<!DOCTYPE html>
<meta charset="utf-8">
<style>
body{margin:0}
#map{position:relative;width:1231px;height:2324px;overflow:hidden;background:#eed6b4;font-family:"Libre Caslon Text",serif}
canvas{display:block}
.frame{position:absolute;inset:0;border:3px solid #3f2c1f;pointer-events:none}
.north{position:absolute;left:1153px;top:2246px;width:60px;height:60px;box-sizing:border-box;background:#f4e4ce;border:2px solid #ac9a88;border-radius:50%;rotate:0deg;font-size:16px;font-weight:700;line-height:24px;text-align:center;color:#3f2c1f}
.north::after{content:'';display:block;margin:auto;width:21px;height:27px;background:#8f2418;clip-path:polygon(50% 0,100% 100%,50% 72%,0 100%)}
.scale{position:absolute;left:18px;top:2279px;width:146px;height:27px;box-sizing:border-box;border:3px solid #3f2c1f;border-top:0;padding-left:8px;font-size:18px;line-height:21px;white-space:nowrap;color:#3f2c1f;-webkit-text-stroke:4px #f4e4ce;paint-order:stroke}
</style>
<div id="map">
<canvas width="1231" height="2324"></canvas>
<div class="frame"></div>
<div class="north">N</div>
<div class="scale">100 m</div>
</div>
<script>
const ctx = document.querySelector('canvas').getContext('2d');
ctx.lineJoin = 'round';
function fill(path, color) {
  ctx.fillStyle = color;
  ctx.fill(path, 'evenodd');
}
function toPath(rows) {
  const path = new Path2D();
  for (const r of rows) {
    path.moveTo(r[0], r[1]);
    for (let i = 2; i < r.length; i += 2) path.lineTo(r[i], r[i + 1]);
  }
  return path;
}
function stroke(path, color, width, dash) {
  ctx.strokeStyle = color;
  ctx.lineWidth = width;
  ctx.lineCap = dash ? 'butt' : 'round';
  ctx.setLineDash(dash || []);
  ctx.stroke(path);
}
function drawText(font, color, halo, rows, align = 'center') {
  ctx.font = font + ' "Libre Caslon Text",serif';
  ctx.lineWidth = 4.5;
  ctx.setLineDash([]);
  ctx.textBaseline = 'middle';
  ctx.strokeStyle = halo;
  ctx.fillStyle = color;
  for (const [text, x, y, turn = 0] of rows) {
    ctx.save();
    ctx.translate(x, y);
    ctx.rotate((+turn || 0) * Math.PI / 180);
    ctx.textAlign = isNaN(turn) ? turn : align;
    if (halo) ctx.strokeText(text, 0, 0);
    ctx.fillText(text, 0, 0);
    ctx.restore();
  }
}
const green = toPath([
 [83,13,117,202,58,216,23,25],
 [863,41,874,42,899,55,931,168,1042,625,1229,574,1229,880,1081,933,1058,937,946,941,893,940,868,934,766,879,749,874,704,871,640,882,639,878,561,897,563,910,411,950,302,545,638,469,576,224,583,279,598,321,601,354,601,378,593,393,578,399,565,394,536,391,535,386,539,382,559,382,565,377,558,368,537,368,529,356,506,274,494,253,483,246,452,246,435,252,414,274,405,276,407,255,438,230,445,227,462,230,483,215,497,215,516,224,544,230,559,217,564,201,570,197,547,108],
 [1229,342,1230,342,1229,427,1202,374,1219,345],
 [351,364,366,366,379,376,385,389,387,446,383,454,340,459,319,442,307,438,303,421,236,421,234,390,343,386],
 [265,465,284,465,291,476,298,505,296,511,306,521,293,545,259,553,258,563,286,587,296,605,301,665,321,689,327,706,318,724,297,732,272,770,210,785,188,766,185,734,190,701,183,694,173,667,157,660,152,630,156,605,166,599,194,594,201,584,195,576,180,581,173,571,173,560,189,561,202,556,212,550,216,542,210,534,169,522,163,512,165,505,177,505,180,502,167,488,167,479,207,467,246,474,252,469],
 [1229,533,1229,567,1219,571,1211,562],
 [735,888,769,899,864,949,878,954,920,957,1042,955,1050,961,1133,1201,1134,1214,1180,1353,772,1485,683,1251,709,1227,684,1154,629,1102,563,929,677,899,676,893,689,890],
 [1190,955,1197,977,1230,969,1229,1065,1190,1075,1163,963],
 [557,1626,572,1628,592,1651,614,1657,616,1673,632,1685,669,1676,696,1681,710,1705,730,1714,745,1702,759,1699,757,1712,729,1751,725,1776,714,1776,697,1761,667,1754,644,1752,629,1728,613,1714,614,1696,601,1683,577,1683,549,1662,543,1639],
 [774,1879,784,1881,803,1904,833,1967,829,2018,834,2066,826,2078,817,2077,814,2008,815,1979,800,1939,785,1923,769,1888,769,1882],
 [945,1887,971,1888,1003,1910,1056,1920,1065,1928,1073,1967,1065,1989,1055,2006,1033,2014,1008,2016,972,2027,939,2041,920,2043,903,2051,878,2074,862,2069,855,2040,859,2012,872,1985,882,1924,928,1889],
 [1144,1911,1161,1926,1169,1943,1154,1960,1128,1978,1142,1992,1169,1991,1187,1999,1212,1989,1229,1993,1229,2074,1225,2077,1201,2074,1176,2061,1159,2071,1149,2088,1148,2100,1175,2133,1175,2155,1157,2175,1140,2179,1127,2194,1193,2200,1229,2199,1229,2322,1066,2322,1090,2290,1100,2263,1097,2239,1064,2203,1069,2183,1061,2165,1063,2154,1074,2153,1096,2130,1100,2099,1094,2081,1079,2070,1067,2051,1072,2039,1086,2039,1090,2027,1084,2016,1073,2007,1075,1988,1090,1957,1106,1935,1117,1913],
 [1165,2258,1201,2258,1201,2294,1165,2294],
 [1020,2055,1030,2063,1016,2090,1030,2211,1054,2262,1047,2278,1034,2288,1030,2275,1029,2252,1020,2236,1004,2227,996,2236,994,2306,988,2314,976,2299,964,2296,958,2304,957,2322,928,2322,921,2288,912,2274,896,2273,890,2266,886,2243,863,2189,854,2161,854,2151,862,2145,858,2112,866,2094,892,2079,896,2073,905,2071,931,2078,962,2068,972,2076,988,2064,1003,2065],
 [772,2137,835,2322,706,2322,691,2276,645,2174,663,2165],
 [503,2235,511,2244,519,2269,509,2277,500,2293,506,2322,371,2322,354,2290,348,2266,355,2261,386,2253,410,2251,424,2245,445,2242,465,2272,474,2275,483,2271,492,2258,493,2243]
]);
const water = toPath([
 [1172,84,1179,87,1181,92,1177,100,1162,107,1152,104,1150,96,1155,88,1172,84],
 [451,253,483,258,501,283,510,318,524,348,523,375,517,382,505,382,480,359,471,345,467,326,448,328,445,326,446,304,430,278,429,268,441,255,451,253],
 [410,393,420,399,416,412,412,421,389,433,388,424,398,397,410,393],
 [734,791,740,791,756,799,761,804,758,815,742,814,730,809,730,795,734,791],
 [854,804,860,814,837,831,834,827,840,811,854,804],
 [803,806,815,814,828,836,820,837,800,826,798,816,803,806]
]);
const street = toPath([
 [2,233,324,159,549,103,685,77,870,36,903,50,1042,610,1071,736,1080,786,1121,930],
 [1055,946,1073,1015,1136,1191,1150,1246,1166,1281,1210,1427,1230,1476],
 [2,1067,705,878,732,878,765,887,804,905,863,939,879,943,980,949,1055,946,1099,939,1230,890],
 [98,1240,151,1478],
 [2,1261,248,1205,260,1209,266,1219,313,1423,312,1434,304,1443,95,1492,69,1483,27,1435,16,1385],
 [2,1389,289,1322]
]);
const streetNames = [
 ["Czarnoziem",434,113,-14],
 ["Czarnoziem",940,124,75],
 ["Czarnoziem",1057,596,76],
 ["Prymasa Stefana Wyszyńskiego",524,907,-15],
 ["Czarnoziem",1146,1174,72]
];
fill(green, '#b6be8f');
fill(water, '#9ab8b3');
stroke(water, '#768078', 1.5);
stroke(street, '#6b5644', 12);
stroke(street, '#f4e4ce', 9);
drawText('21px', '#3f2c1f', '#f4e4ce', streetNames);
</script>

------------------------------

Out of the preceding entries, pull each line that contains the word "canvas".

canvas{display:block}
<canvas width="1231" height="2324"></canvas>
const ctx = document.querySelector('canvas').getContext('2d');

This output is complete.